U.S. Pat. No. 4,005,196 to Jandacek et al. discloses the polyol fatty acid esters of the Mattson et al. patent, in combination with fat-soluble vitamins selected from Vitamin A, Vitamin D, Vitamin E and Vitamin K.
U.S. Pat. No. 4,005,195 to Jandacek discloses anti-anal leakage agents added to the polyol fatty acid esters to prevent an undesirable laxative effect. The agents include solid fatty acids (melting point 37.degree. C. or higher) and their triglyceride source, and solid polyol fatty acid esters.
Bailey, Melting and Solidification of Fats, p. 36, Interscience Publishers (1950) discloses that rapid solidification of triglycerides in a melt or solution can often be initiated by "seeding" the liquid with a small proportion of crystals from an extraneous source.

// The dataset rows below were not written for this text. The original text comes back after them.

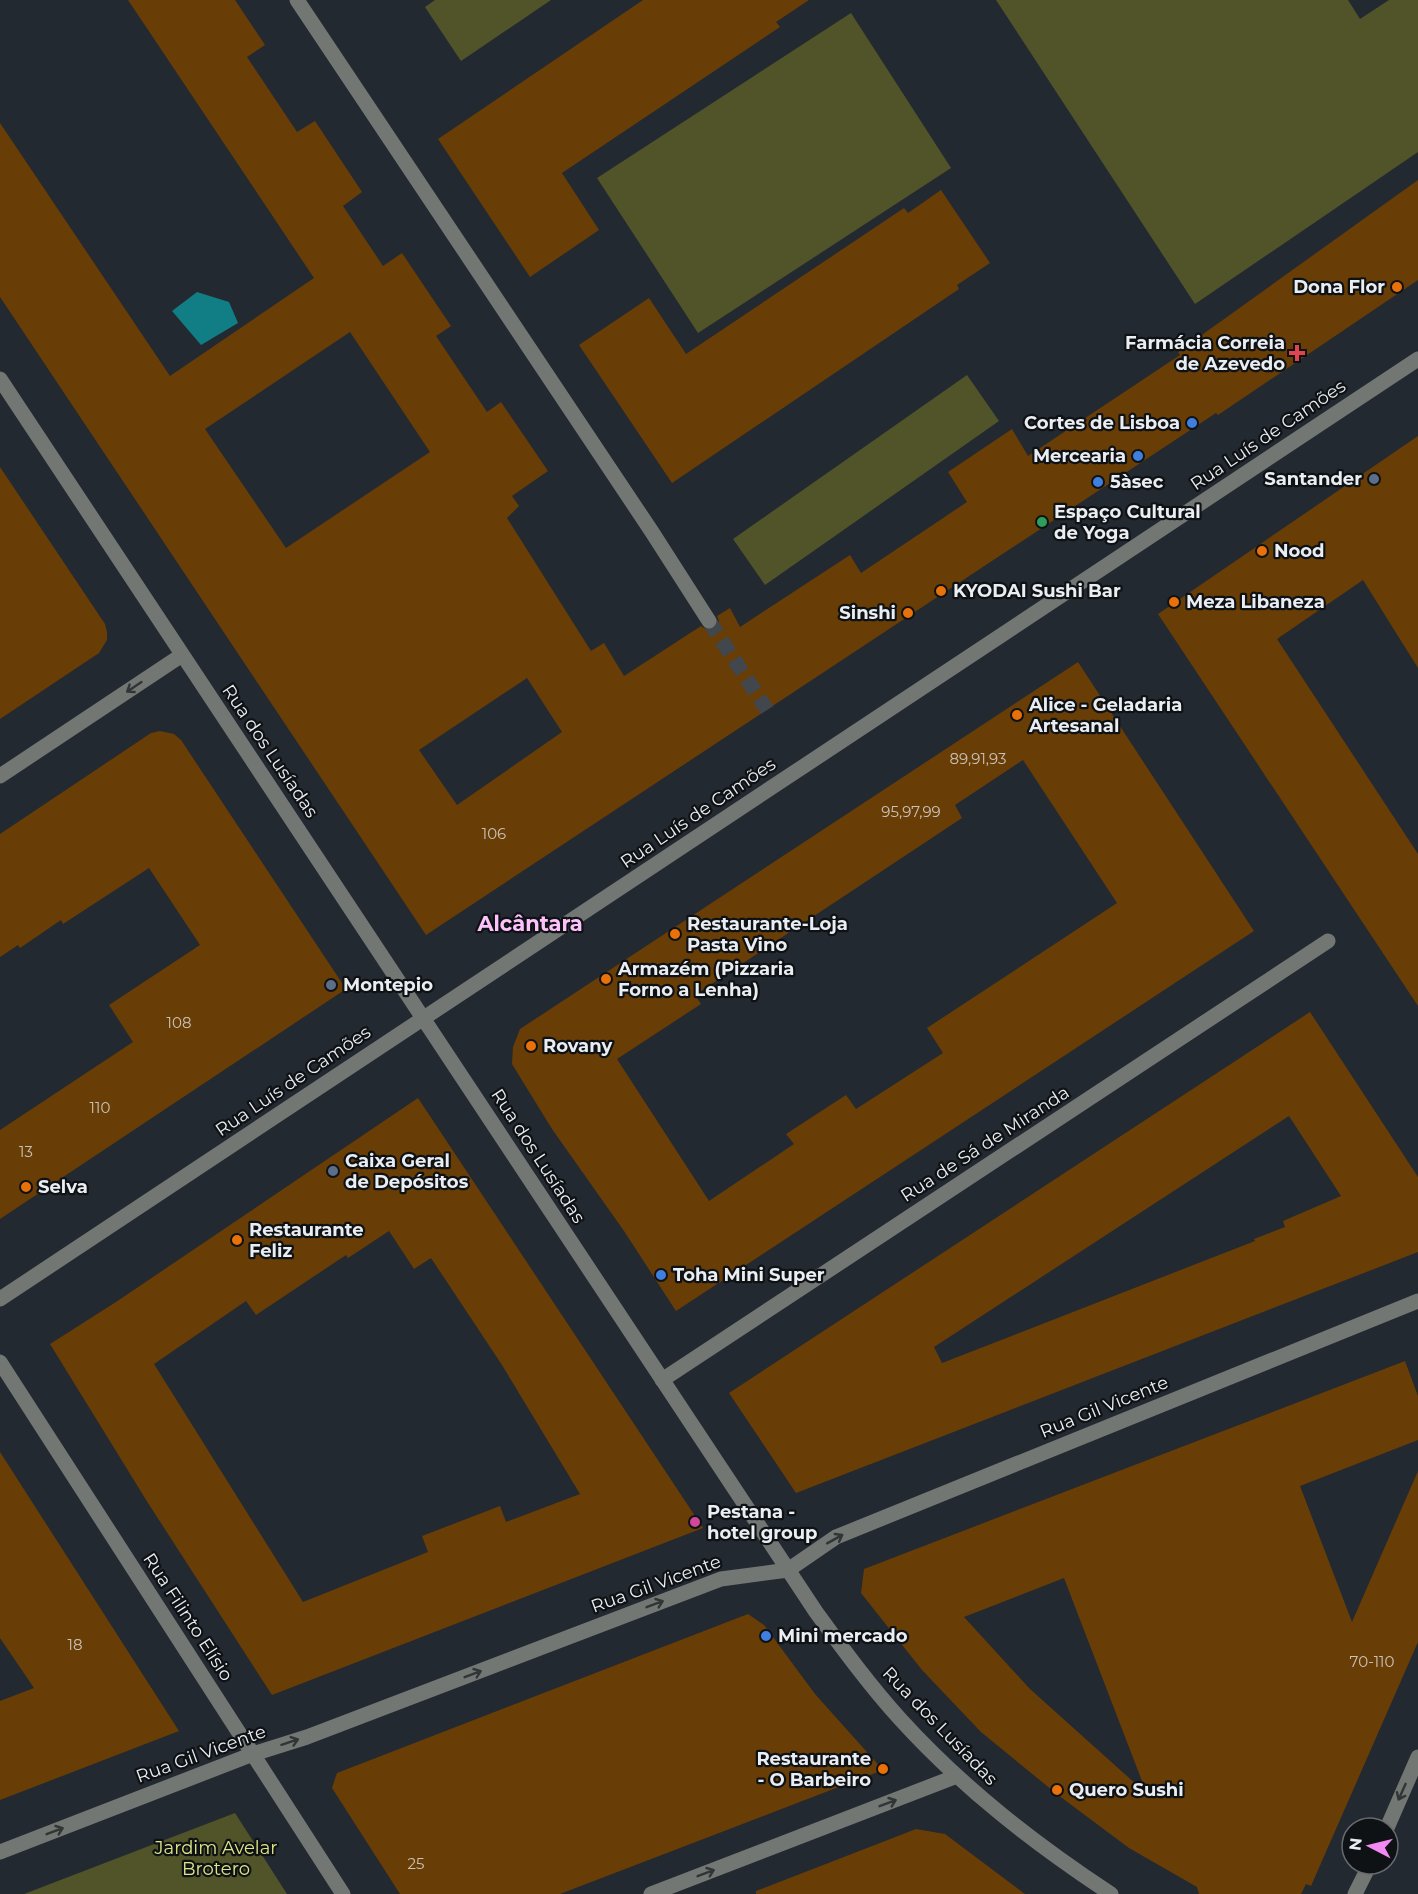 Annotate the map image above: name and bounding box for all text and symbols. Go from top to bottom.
place label: Dona Flor [1293,276,1385,298]
marker: Dona Flor [1390,280,1404,294]
place label: Farmácia Correia de Azevedo [1125,332,1285,375]
marker: Farmácia Correia de Azevedo [1290,346,1304,360]
street label: Rua Luís de Camões [1186,375,1350,495]
place label: Cortes de Lisboa [1024,412,1180,434]
marker: Cortes de Lisboa [1185,416,1199,430]
place label: Mercearia [1033,445,1126,467]
marker: Mercearia [1131,449,1145,463]
place label: Santander [1264,468,1362,490]
place label: 5àsec [1110,471,1164,493]
marker: Santander [1367,472,1381,486]
marker: 5àsec [1091,475,1105,489]
place label: Espaço Cultural de Yoga [1054,501,1201,544]
marker: Espaço Cultural de Yoga [1035,515,1049,529]
place label: Nood [1274,540,1325,562]
marker: Nood [1255,544,1269,558]
place label: KYODAI Sushi Bar [953,580,1121,602]
marker: KYODAI Sushi Bar [934,584,948,598]
place label: Meza Libaneza [1186,591,1325,613]
marker: Meza Libaneza [1167,595,1181,609]
place label: Sinshi [839,602,896,624]
marker: Sinshi [901,606,915,620]
street label: Rua dos Lusíadas [217,680,323,822]
one-way arrow [125,681,142,694]
place label: Alice - Geladaria Artesanal [1028,694,1182,737]
marker: Alice - Geladaria Artesanal [1010,708,1024,722]
house number: 89,91,93 [950,749,1006,768]
street label: Rua Luís de Camões [616,753,780,873]
house number: 95,97,99 [881,802,941,821]
house number: 106 [482,824,506,843]
district label: Alcântara [476,911,583,936]
place label: Restaurante-Loja Pasta Vino [687,913,848,956]
marker: Restaurante-Loja Pasta Vino [668,927,682,941]
place label: Armazém (Pizzaria Forno a Lenha) [617,958,794,1001]
marker: Armazém (Pizzaria Forno a Lenha) [599,972,613,986]
place label: Montepio [343,974,433,996]
marker: Montepio [324,978,338,992]
house number: 108 [167,1013,191,1032]
street label: Rua Luís de Camões [211,1021,375,1141]
place label: Rovany [543,1035,613,1057]
marker: Rovany [524,1039,538,1053]
street label: Rua de Sá de Miranda [897,1081,1073,1207]
street label: Rua dos Lusíadas [486,1085,590,1228]
house number: 110 [90,1098,110,1117]
house number: 13 [19,1142,33,1161]
place label: Caixa Geral de Depósitos [345,1150,469,1193]
marker: Caixa Geral de Depósitos [326,1164,340,1178]
place label: Selva [38,1176,88,1198]
marker: Selva [19,1180,33,1194]
place label: Restaurante Feliz [249,1219,364,1262]
marker: Restaurante Feliz [230,1233,244,1247]
place label: Toha Mini Super [673,1264,825,1286]
marker: Toha Mini Super [654,1268,668,1282]
street label: Rua Gil Vicente [1037,1371,1172,1443]
place label: Pestana - hotel group [707,1501,817,1544]
marker: Pestana - hotel group [688,1515,702,1529]
one-way arrow [826,1533,843,1545]
street label: Rua Filinto Elísio [138,1549,238,1685]
street label: Rua Gil Vicente [588,1550,724,1618]
one-way arrow [645,1598,664,1609]
place label: Mini mercado [778,1625,908,1647]
marker: Mini mercado [759,1629,773,1643]
house number: 18 [68,1635,83,1654]
house number: 70-110 [1350,1652,1394,1671]
street label: Rua dos Lusíadas [878,1662,1002,1790]
one-way arrow [463,1667,482,1678]
street label: Rua Gil Vicente [133,1720,269,1788]
one-way arrow [280,1736,299,1747]
place label: Restaurante - O Barbeiro [756,1748,871,1791]
marker: Restaurante - O Barbeiro [876,1762,890,1776]
place label: Quero Sushi [1069,1779,1184,1801]
marker: Quero Sushi [1050,1783,1064,1797]
one-way arrow [1396,1783,1408,1801]
one-way arrow [878,1796,896,1807]
north arrow [1340,1816,1400,1876]
one-way arrow [45,1824,63,1835]
park label: Jardim Avelar Brotero [154,1837,277,1880]
text: N [1345,1837,1366,1852]
house number: 25 [407,1854,425,1873]
one-way arrow [696,1867,715,1878]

None of these references suggests a way to make particular intermediate melting sucrose fatty acid ester compositions that are capable of rapid crystallization from the melted state.
Therefore, it is an object of the present invention to provide intermediate melting sucrose fatty acid ester compositions that crystallize rapidly from a melt.
It is a related object of the present invention to provide these rapidly crystallizing compositions by the incorporation of particular kinds of hardstock materials.
It is another objects of the present invention to provide shortenings and margarines that contain the sucrose fatty acid ester compositions.
These and other objects of the invention will become evident from the disclosure herein.
All parts, percentages and ratios used herein are by weight unless otherwise defined.